-- Exercise prompt --
Only lines with the word "Kempridge" are needed; collect each of them from the listing below.

----- Input for this task

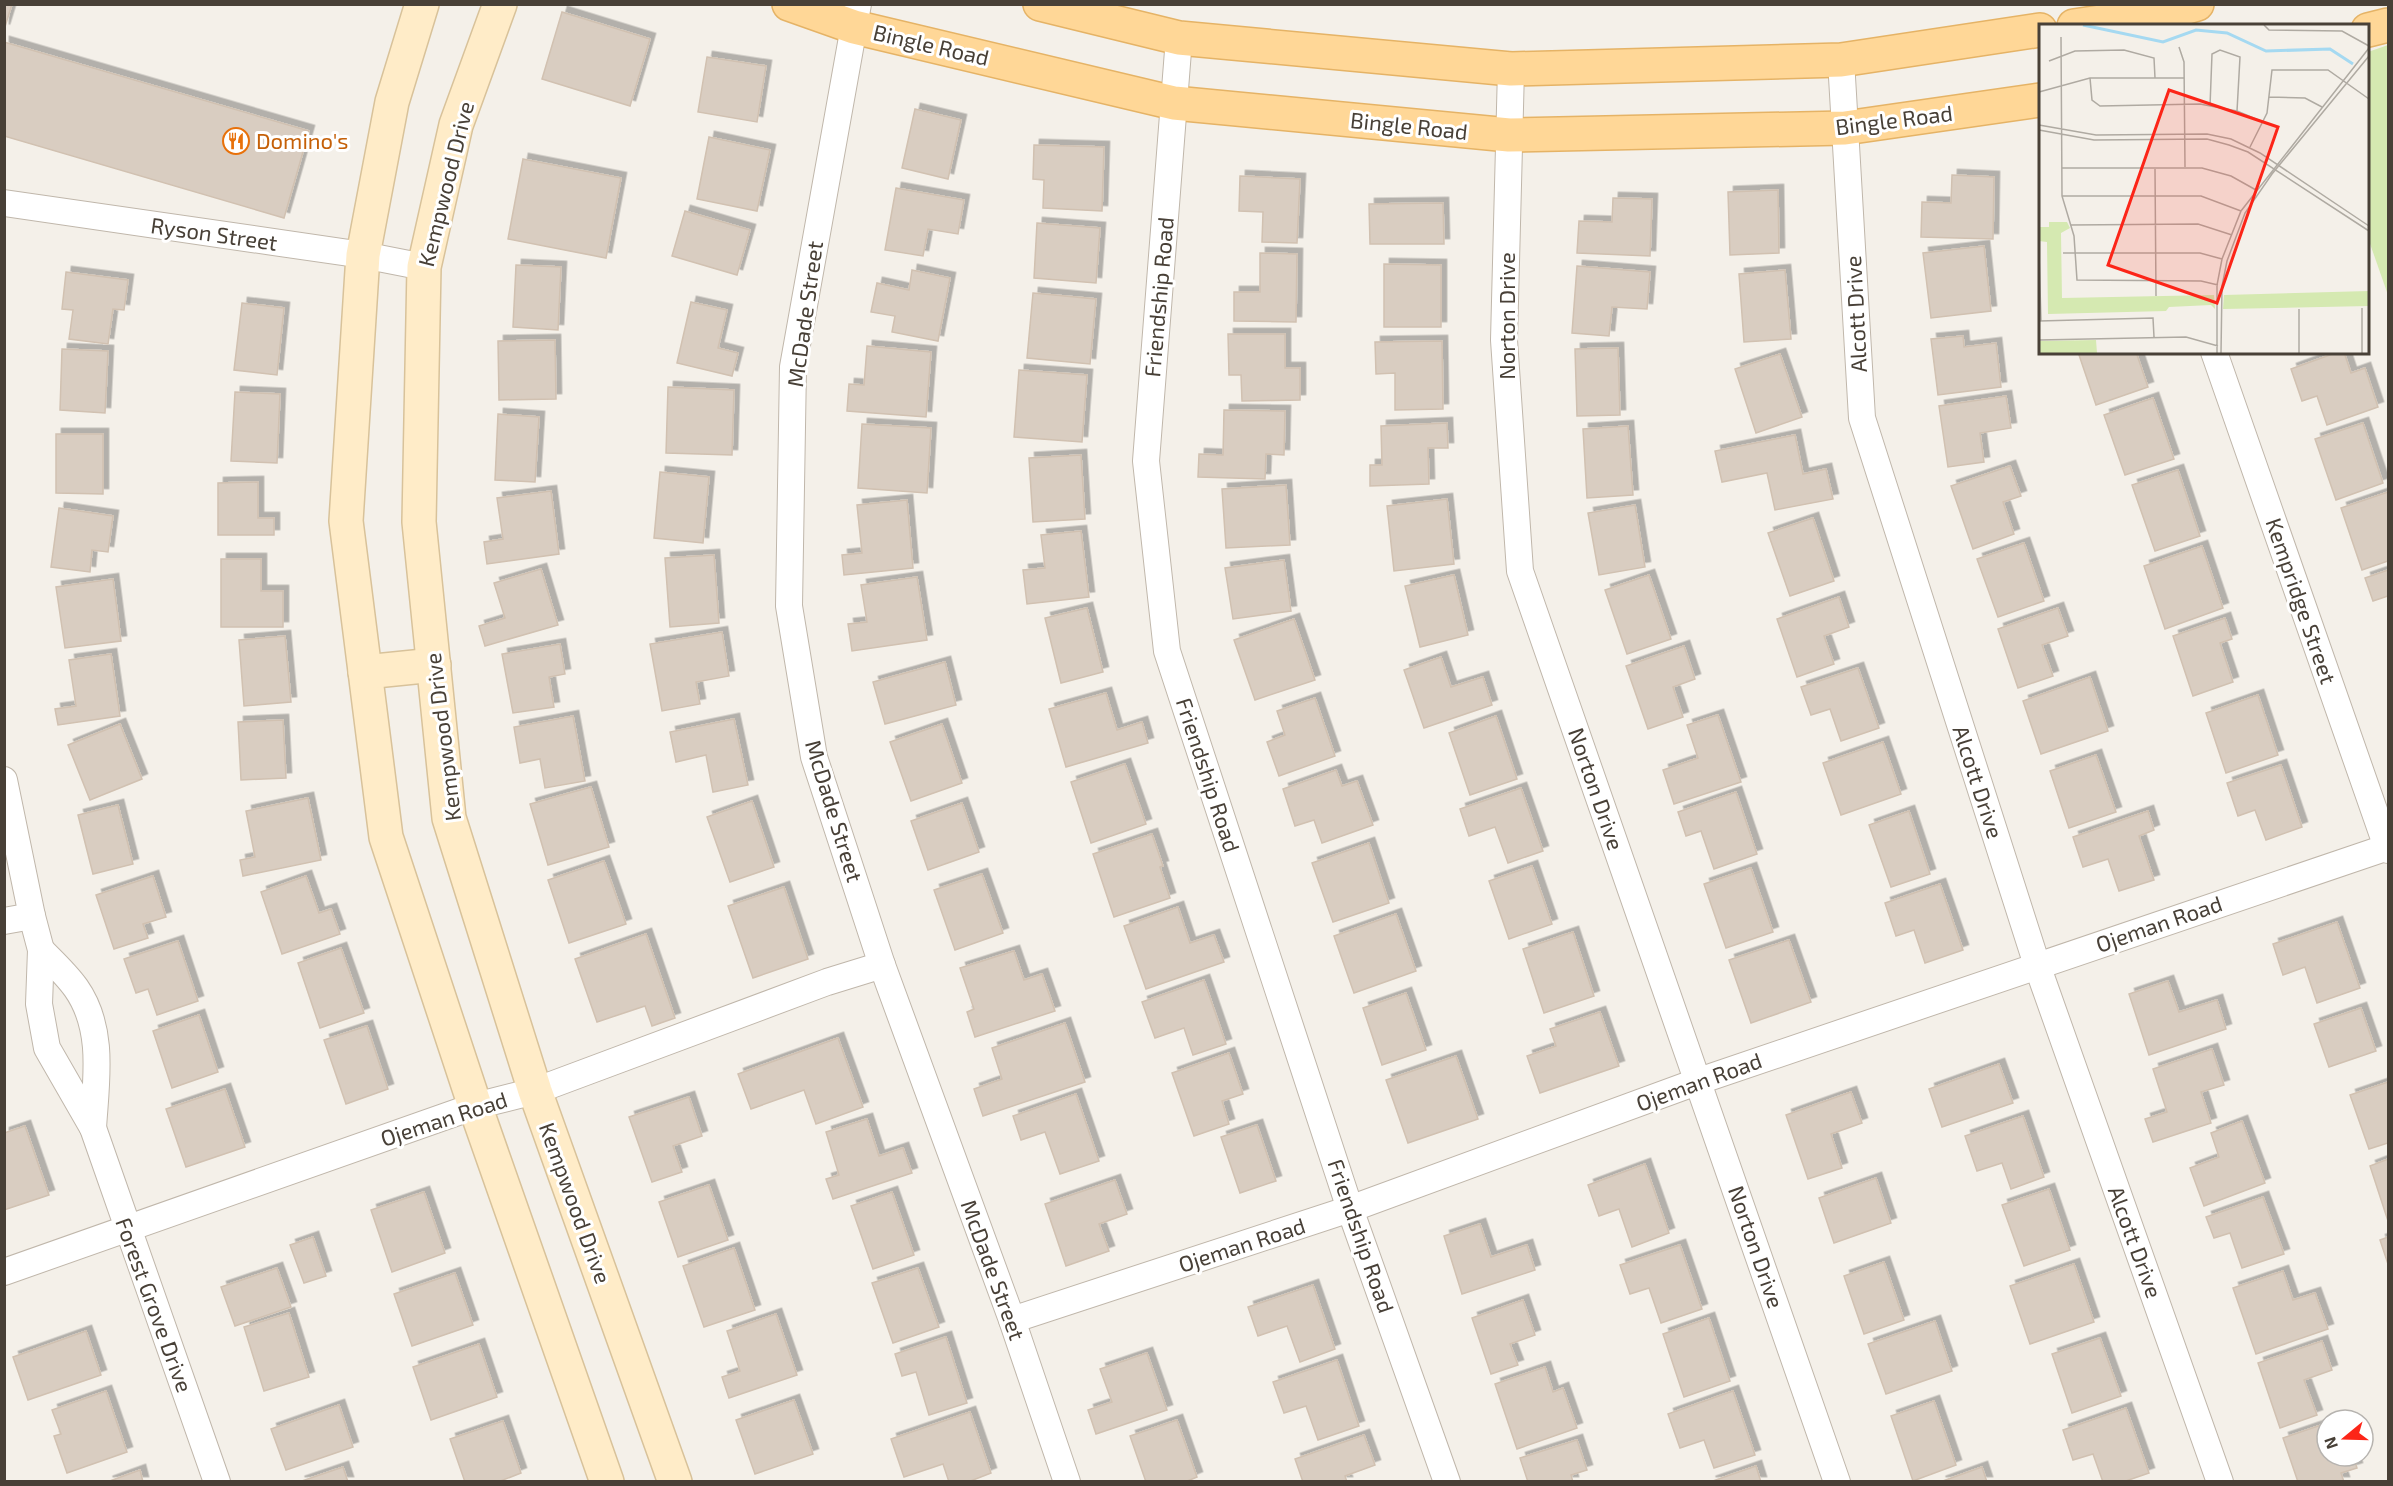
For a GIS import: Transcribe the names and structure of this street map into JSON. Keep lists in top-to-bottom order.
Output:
{
  "streets": {
    "main road": ["Bingle Road", "Kempwood Drive"],
    "street": [
      "Ryson Street",
      "Friendship Road",
      "McDade Street",
      "Alcott Drive",
      "Norton Drive",
      "Kempridge Street",
      "Ojeman Road",
      "Forest Grove Drive"
    ]
  },
  "crossings": [
    ["Bingle Road", "Friendship Road"],
    ["Bingle Road", "McDade Street"],
    ["Bingle Road", "Alcott Drive"],
    ["Bingle Road", "Norton Drive"],
    ["Kempwood Drive", "Ryson Street"],
    ["Kempwood Drive", "Ojeman Road"],
    ["Friendship Road", "Ojeman Road"],
    ["McDade Street", "Ojeman Road"],
    ["Alcott Drive", "Ojeman Road"],
    ["Norton Drive", "Ojeman Road"],
    ["Kempridge Street", "Ojeman Road"],
    ["Ojeman Road", "Forest Grove Drive"]
  ],
  "places": {
    "restaurant": ["Domino's"]
  },
  "north": "left"
}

----------

-- Your solution --
      "Kempridge Street",
    ["Kempridge Street", "Ojeman Road"],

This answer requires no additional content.